10/10
An excellent film with one of Louise Brooks best performances
18 October 2006
Warning: Spoilers
The comments submitted are from Josh76's Dad, Dan47 I found this film to be deeply moving. Louise Brooks portrays the innocent Thymiane with such pathos that I wanted to reach out to the screen and rescue her. Unlike most films from this period there is no rescue in "the nick of time". Events follow an inexorable nightmare pattern as Thymiane, the victim, is condemned to imprisonment after being raped and impregnated by her father's employer. Abandoned financially and emotionally by her selfish father she can only fall into prostitution after she escapes the home for wayward girls. I couldn't help being reminded of "The Magdalene Sisters", another film where girls are blamed for the lustful acts of their attackers and seducers. Louise Brooks expresses more with her eyes then most actors do with paragraphs of dialogue.

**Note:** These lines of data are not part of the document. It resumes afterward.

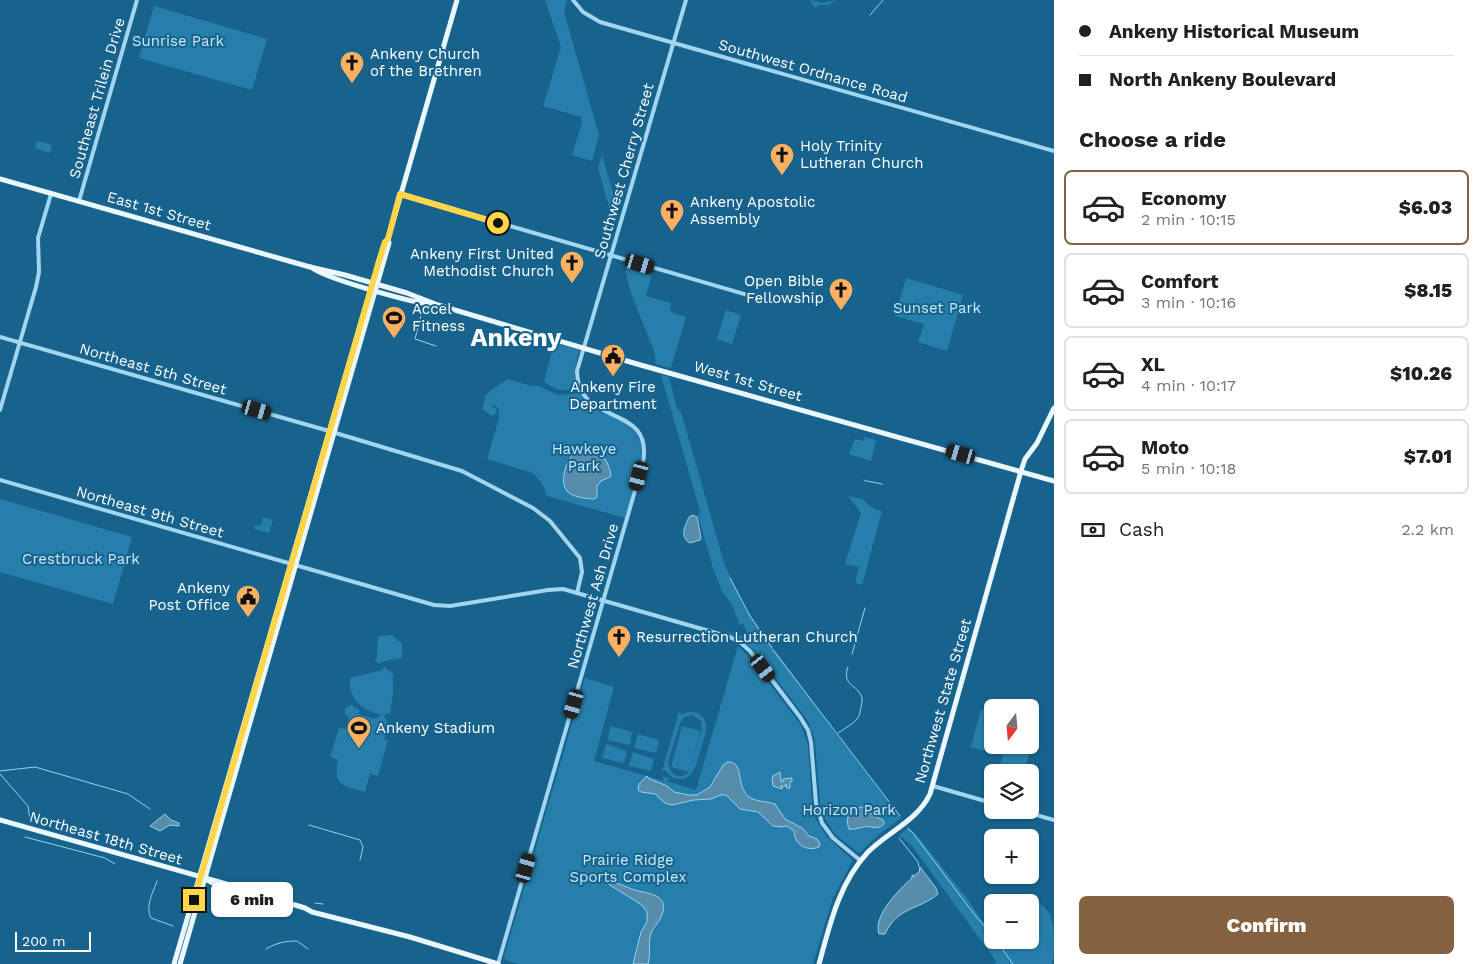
<!DOCTYPE html>
<meta charset="utf-8">
<style>
body{margin:0;font-family:"Work Sans",sans-serif;background:#f6f6f6;color:#202124;height:100vh;display:flex;flex-direction:column;font-size:19px;white-space:nowrap}
*{box-sizing:border-box;margin:0}
p{font-size:16px;color:#757577}
.icon{flex:none;width:28px;height:28px;fill:none;stroke:currentColor;stroke-width:2;stroke-linecap:round;stroke-linejoin:round}
.map{position:relative;flex:1;overflow:hidden}
.drawer{display:flex;flex-direction:column;background:#fff;width:425px}
.drawer>*{flex:none}
.banner{display:grid;align-content:center;height:110px;padding:0 25px;background:#fff}
.needle{width:32px;rotate:196deg}
.buttons{position:absolute;left:984px;top:699px;display:grid;gap:10px}
.buttons a{display:grid;place-items:center;width:55px;height:55px;border-radius:8px;background:#fff;box-shadow:0 1px 4px #0004;font-size:25px}
.scale{position:absolute;left:15px;bottom:12px;width:76px;box-sizing:border-box;padding-left:5px;border:2px solid #fff;border-top:0;font-size:14px;line-height:18px;white-space:nowrap;color:#fff;-webkit-text-stroke:4px #17638d;paint-order:stroke}
.end{position:absolute;width:22px;height:22px;margin:-11px;border:6px solid #ffd54a;background:#111;box-shadow:0 0 0 2px #111}
.from{border-radius:50%}
.bubble{position:absolute;height:35px;border-radius:8px;background:#fff;box-shadow:0 1px 4px #0004;font-size:16px;font-weight:800;line-height:35px;text-align:center}
.car{position:absolute;width:15px;height:30px;margin:-15px -8px;border-radius:6px;box-shadow:0 0 4px 1px #0007;background:linear-gradient(#222 24%,#8ab4d8 0 40%,#222 0 76%,#8ab4d8 0 86%,#222 0)}
.banner b{display:flex;align-items:center;gap:18px;height:48px;font-size:19px}
.banner b+b{border-top:1px solid #e0e0e0}
.banner i{width:12px;height:12px;background:#202124}
ul{padding:0;list-style:none}
li{display:flex;align-items:center;gap:15px;height:75px;margin:0 10px 8px;padding:0 15px;border:2px solid #e0e0e0;border-radius:8px}
li div{flex:1}
li b{display:block;font-size:19px}
li em{font-style:normal;font-weight:800}
li.on{border-color:#84613f}
li>.icon{width:45px;height:45px;stroke-width:1.5}
h2{padding:0 25px;font-size:22px;line-height:60px}
.pay{display:flex;align-items:center;gap:12px;height:55px;padding:0 25px;font-size:19px}
.pay p{margin-inline-start:auto}
.primary-button{display:flex;gap:10px;margin-top:auto;padding:10px 25px}
.primary-button a{flex:1;height:58px;border-radius:8px;background:#84613f;color:#fff;font-size:20px;font-weight:800;line-height:58px;text-align:center}
main{display:flex;flex:1;min-height:0}
.map>svg:first-child{display:block}
</style>
<main>
<div class="map">
<svg width="1054" height="964" viewBox="0 0 1054 964">
<rect width="100%" height="100%" fill="#17638d"/>
<path fill="#267eaa" fill-rule="evenodd" d="M545 0H567L564 12 599 135 592 161 572 155 582 122 581 117 543 106 561 47Z
M810 0 823 3 837 0 829 5H817L818 7 815 8Z
M154 6 267 39 252 90 139 58Z
M37 141 52 145 50 153 35 148Z
M602 155 618 210 614 225 598 168Z
M626 265 652 273 646 296 671 303 670 309 673 313 686 317 671 368 655 364C657 357 653 348 650 341 643 322 624 283 626 265Z
M906 278 963 295 947 351 918 342 924 324 895 316Z
M726 310 741 315 732 344 717 339Z
M552 342 579 350 575 370 576 384 574 388C562 392 554 390 544 381L552 352Z
M661 375 669 377 676 405 682 415 724 563 743 604 767 640 787 666 834 731 901 818 877 836 860 853 857 852 835 834 824 817 820 802 815 741 808 721 753 649 739 638 725 631 750 638 743 623 740 626 733 607 722 591 713 568 698 516 700 511Z
M508 379 531 386H539L558 395 579 393 587 403 597 411 614 416 630 426 637 435 641 443 642 450 641 464 625 518 547 496 543 485 533 473 487 459 499 418V409L493 404 492 406 497 409 495 414 492 416 482 409 485 399 484 397 491 390Z
M864 437 876 440 871 461 849 454 855 439 863 441Z
M848 496 862 499 874 509 882 511 862 585 855 583 859 567 845 564 861 513Z
M0 499 132 537 113 604 0 572Z
M263 517 273 520 269 533 254 529 255 525 261 526Z
M387 635H392L402 644V658L381 662 379 664 375 660 377 658 378 637Z
M738 646 750 658 801 725 808 745 812 800 815 818 827 837 853 860 833 898 813 964H519L505 960 504 957 585 678 614 687 594 761 664 781 662 776 668 778 671 780H667L666 781 696 790Z
M386 667V670H389L393 674V693L390 713 384 715 389 726 384 739 388 740 378 776 370 774 365 792C343 786 332 786 338 760L330 757 339 728 346 729 349 719 345 714V708L352 704 354 707 359 709V714L374 719 382 715C363 711 348 700 350 678L383 670V668Z
M981 709 992 712V745H997L994 754 971 747Z
M679 712 682 714C692 709 705 713 706 725 707 732 703 741 701 748 697 760 695 781 678 779 672 778 669 775 666 771H662ZM692 715 701 721 702 730 689 771 701 731 682 726 671 767 689 772C682 778 675 777 670 770L668 762 681 721 685 717Z
M611 726 632 732 630 745 607 740Z
M638 734 659 740 656 753 634 748Z
M1030 740 1033 741 1024 772H1011L999 769 1006 745H1030Z
M606 744 627 751 624 763 602 758Z
M633 752 654 759 651 771 629 766Z
M908 826 919 838 962 892C969 899 976 913 983 922L985 919 992 925V940H1030V924L1035 922 1030 913V902H1029L1033 900C1051 907 1054 922 1054 940 1054 948 1054 956 1052 964H994L996 961 912 846 899 835 907 829Z"/>
<path fill="#578daa" stroke="#94d3f2" d="M589 452C604 452 607 460 611 474L610 477 601 481 597 486V497L594 499C587 499 572 497 567 491 559 481 566 463 573 454Z
M693 515 697 517 701 538 700 540 690 543C679 537 685 526 689 517Z
M727 762C745 761 735 784 748 796 755 802 766 801 775 804L785 819 802 828 809 836 817 839 820 844 819 847C806 852 794 844 794 831L787 826 781 827 773 826 758 812 740 809 726 795H721L711 799 694 800 672 805 665 803 655 794 641 792 638 790 639 784 647 776 648 778 667 786 674 792 689 795H697L710 787 723 765Z
M780 772 781 782H783V779L792 778V781L790 782V788H787L786 784 785 786 783 787 781 785 782 789 773 786 772 780 773 776Z
M864 807 874 816 883 820 884 824C877 831 871 825 863 827 857 828 855 830 849 829 844 816 851 808 864 807Z
M165 814 171 820 179 823V826L170 825 160 831 150 826Z
M920 867 936 888 938 894C919 910 897 907 885 934H879C873 915 899 890 912 878V875L914 876 919 872Z
M605 882C616 881 625 887 635 890 650 894 671 895 661 917 659 923 653 927 651 933 648 942 651 953 648 964H633L641 932 647 922V912L642 905Z"/>
<g fill="none" stroke-linecap="round" stroke-linejoin="round">
<path stroke="#94d3f2" stroke-width="1" d="M870 15 883 0
M421 315 415 339 436 346
M864 480 866 481
M867 481 882 484
M730 578 750 616 772 648
M773 650 900 816
M852 654 865 608
M838 733C844 729 853 724 857 719 860 716 860 711 861 707 868 684 839 690 848 667
M0 771 35 767 128 794 150 809
M0 774 28 806 30 820
M309 825 360 840 363 847 360 860
M908 829 913 833 974 914 992 935
M25 837 105 858 115 864
M899 838 918 862 919 867
M157 881C153 893 145 906 151 918L173 926
M315 903 323 904
M996 940 1013 964
M266 949C276 943 285 941 297 941L308 949"/>
<path stroke="#a2d5ef" stroke-width="4" d="M573 0 583 12 600 22 1054 151
M400 194 765 300
M79 201 137 0
M0 337 329 431 462 471 533 508 550 521 580 558 582 572 577 593
M0 410 36 287 39 272 38 238 51 194
M0 480 434 605 450 606 548 590 563 589 730 637 741 643 750 651 800 717 808 730 811 742 816 803 822 823 833 838 861 861
M933 786 992 803
M1019 810 1054 820
M498 964 643 463C654 401 578 429 577 371L686 0"/>
<path stroke="#eaf7ff" stroke-width="5" d="M0 179 310 267 345 275 407 293 438 305 637 364 1054 481
M311 267C323 278 410 302 429 304
M0 820 258 893
M206 879C216 887 262 899 275 899L305 908 312 912 410 937 498 964
M174 964 379 261 385 242 388 239
M180 964 389 243 388 239 457 0
M819 964C830 924 839 883 868 852 888 832 918 820 930 794L1021 471 1025 459 1037 443 1054 408"/>
</g>
<g fill="none" stroke-linecap="round" stroke-linejoin="round">
<path stroke="#ffd54a" stroke-width="6" d="M194 900 379 261 385 242 388 239 400 194 498 223"/>
</g>
<defs>
<symbol id="church-pin" viewBox="-11 -11 22 30"><path d="M0 17L-7.5 6A9.5 9.5 0 1 1 7.5 6Z" fill="#ffb060" stroke="#17638d"/><path d="M-1.2-6h2.4v3.5h3.3v2.4h-3.3V6h-2.4V-.1h-3.3v-2.4h3.3Z" fill="#111"/></symbol>
<symbol id="stadium-pin" viewBox="-11 -11 22 30"><path d="M0 17L-7.5 6A9.5 9.5 0 1 1 7.5 6Z" fill="#ffb060" stroke="#17638d"/><path d="M0-5a6.5 5 0 1 0 0 10a6.5 5 0 1 0 0-10ZM-3.5-1.8h7v3.6h-7Z" fill="#111"/></symbol>
<symbol id="civic-pin" viewBox="-11 -11 22 30"><path d="M0 17L-7.5 6A9.5 9.5 0 1 1 7.5 6Z" fill="#ffb060" stroke="#17638d"/><path d="M-.6-6.5H3V-4.5H.6V-3L4-1V1h2V6H-6V1h2V-1L-.6-3ZM-1.2 2.5V6h2.4V2.5Z" fill="#111"/></symbol>
</defs>
<g fill-rule="evenodd">
<use href="#church-pin" x="338" y="49" width="28" height="38"/>
<use href="#church-pin" x="768" y="141" width="28" height="38"/>
<use href="#church-pin" x="658" y="197" width="28" height="38"/>
<use href="#church-pin" x="558" y="249" width="28" height="38"/>
<use href="#church-pin" x="827" y="276" width="28" height="38"/>
<use href="#stadium-pin" x="380" y="304" width="28" height="38"/>
<use href="#civic-pin" x="599" y="342" width="28" height="38"/>
<use href="#civic-pin" x="234" y="583" width="28" height="38"/>
<use href="#church-pin" x="605" y="623" width="28" height="38"/>
<use href="#stadium-pin" x="345" y="714" width="28" height="38"/>
</g>
<g text-anchor="middle" dominant-baseline="central" stroke-width="4" stroke-linejoin="round" paint-order="stroke">
<g font-size="15" fill="#c8eafb" stroke="#17638d">
<text x="178" y="41">Sunrise Park</text>
<text x="937" y="308">Sunset Park</text>
<text x="584" y="449">Hawkeye<tspan x="584" dy="17">Park</tspan></text>
<text x="81" y="559">Crestbruck Park</text>
<text x="849" y="810">Horizon Park</text>
<text x="628" y="860">Prairie Ridge<tspan x="628" dy="17">Sports Complex</tspan></text>
</g>
<g font-size="15" fill="#fff" stroke="#17638d" text-anchor="start">
<text x="370" y="54">Ankeny Church<tspan x="370" dy="17">of the Brethren</tspan></text>
<text x="800" y="146">Holy Trinity<tspan x="800" dy="17">Lutheran Church</tspan></text>
<text x="690" y="202">Ankeny Apostolic<tspan x="690" dy="17">Assembly</tspan></text>
<text x="554" y="254" text-anchor="end">Ankeny First United<tspan x="554" dy="17">Methodist Church</tspan></text>
<text x="824" y="281" text-anchor="end">Open Bible<tspan x="824" dy="17">Fellowship</tspan></text>
<text x="412" y="309">Accel<tspan x="412" dy="17">Fitness</tspan></text>
<text x="613" y="387" text-anchor="middle">Ankeny Fire<tspan x="613" dy="17">Department</tspan></text>
<text x="230" y="588" text-anchor="end">Ankeny<tspan x="230" dy="17">Post Office</tspan></text>
<text x="636" y="637">Resurrection Lutheran Church</text>
<text x="376" y="728">Ankeny Stadium</text>
</g>
<g font-size="15" fill="#fff" stroke="#17638d">
<text transform="translate(813 71) rotate(16)">Southwest Ordnance Road</text>
<text transform="translate(97 98) rotate(-74)">Southeast Trilein Drive</text>
<text transform="translate(624 171) rotate(-74)">Southwest Cherry Street</text>
<text transform="translate(159 211) rotate(16)">East 1st Street</text>
<text transform="translate(153 369) rotate(16)">Northeast 5th Street</text>
<text transform="translate(748 381) rotate(16)">West 1st Street</text>
<text transform="translate(150 512) rotate(16)">Northeast 9th Street</text>
<text transform="translate(593 596) rotate(-74)">Northwest Ash Drive</text>
<text transform="translate(943 701) rotate(-74)">Northwest State Street</text>
<text transform="translate(106 838) rotate(16)">Northeast 18th Street</text>
</g>
<g font-size="25" font-weight="bold" fill="#fff" stroke="#17638d">
<text x="516" y="337">Ankeny</text>
</g>
</g>
</svg>
<div class="buttons">
<a><svg class="needle" viewBox="-14 -14 28 28"><path d="M0-13l5 13h-10z" fill="#e53935"/><path d="M0 13l5-13h-10z" fill="#757577"/></svg></a>
<a><svg class="icon" aria-label="layers" viewBox="0 0 24 24"><path d="M12 4l9 5-9 5-9-5zM3 14l9 5 9-5"/></svg></a>
<a>+</a>
<a>−</a>
</div>
<div class="scale">200 m</div>
<i class="end from" style="left:498px;top:223px"></i>
<i class="end" style="left:194px;top:900px"></i>
<div class="bubble" style="left:211px;top:882px;width:82px">6 min</div>
<i class="car" style="left:640px;top:264px;rotate:107deg"></i>
<i class="car" style="left:257px;top:410px;rotate:106deg"></i>
<i class="car" style="left:961px;top:454px;rotate:286deg"></i>
<i class="car" style="left:639px;top:476px;rotate:195deg"></i>
<i class="car" style="left:763px;top:668px;rotate:143deg"></i>
<i class="car" style="left:574px;top:704px;rotate:196deg"></i>
<i class="car" style="left:526px;top:868px;rotate:16deg"></i>
</div>
<section class="drawer">
<div class="banner">
<b><i class="from"></i>Ankeny Historical Museum</b>
<b><i></i>North Ankeny Boulevard</b>
</div>
<h2>Choose a ride</h2>
<ul>
<li class="on"><svg class="icon" aria-label="car" viewBox="0 0 24 24"><path d="M5 17H2v-5l4-1 3-4h7l3 4 3 1v5h-3M9 17h6M6 11h13"/><circle cx="7" cy="17" r="2"/><circle cx="17" cy="17" r="2"/></svg><div><b>Economy</b><p>2 min · 10:15</p></div><em>$6.03</em></li>
<li><svg class="icon" aria-label="car" viewBox="0 0 24 24"><path d="M5 17H2v-5l4-1 3-4h7l3 4 3 1v5h-3M9 17h6M6 11h13"/><circle cx="7" cy="17" r="2"/><circle cx="17" cy="17" r="2"/></svg><div><b>Comfort</b><p>3 min · 10:16</p></div><em>$8.15</em></li>
<li><svg class="icon" aria-label="car" viewBox="0 0 24 24"><path d="M5 17H2v-5l4-1 3-4h7l3 4 3 1v5h-3M9 17h6M6 11h13"/><circle cx="7" cy="17" r="2"/><circle cx="17" cy="17" r="2"/></svg><div><b>XL</b><p>4 min · 10:17</p></div><em>$10.26</em></li>
<li><svg class="icon" aria-label="car" viewBox="0 0 24 24"><path d="M5 17H2v-5l4-1 3-4h7l3 4 3 1v5h-3M9 17h6M6 11h13"/><circle cx="7" cy="17" r="2"/><circle cx="17" cy="17" r="2"/></svg><div><b>Moto</b><p>5 min · 10:18</p></div><em>$7.01</em></li>
</ul>
<div class="pay"><svg class="icon" aria-label="cash" viewBox="0 0 24 24"><path d="M3 7h18v10H3z"/><circle cx="12" cy="12" r="2"/></svg>Cash<p>2.2 km</p></div>
<div class="primary-button"><a>Confirm</a></div>
</section>
</main>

Even during the giddiest parties in the brothel she expresses desperation, despair and regret with rare subtlety. Despite its' age and the lack of sound the film stands up well. The presentation is not overly sentimentalized, though the enduring "goodness" of the Thymiane and her eventual "redemption" might stretch the imagination. In an age where "human trafficking" is running rampant we could use an actress of such beauty, charisma, and sympathy to portray the continuing plight of girls and women driven into the sordid life of prostitution.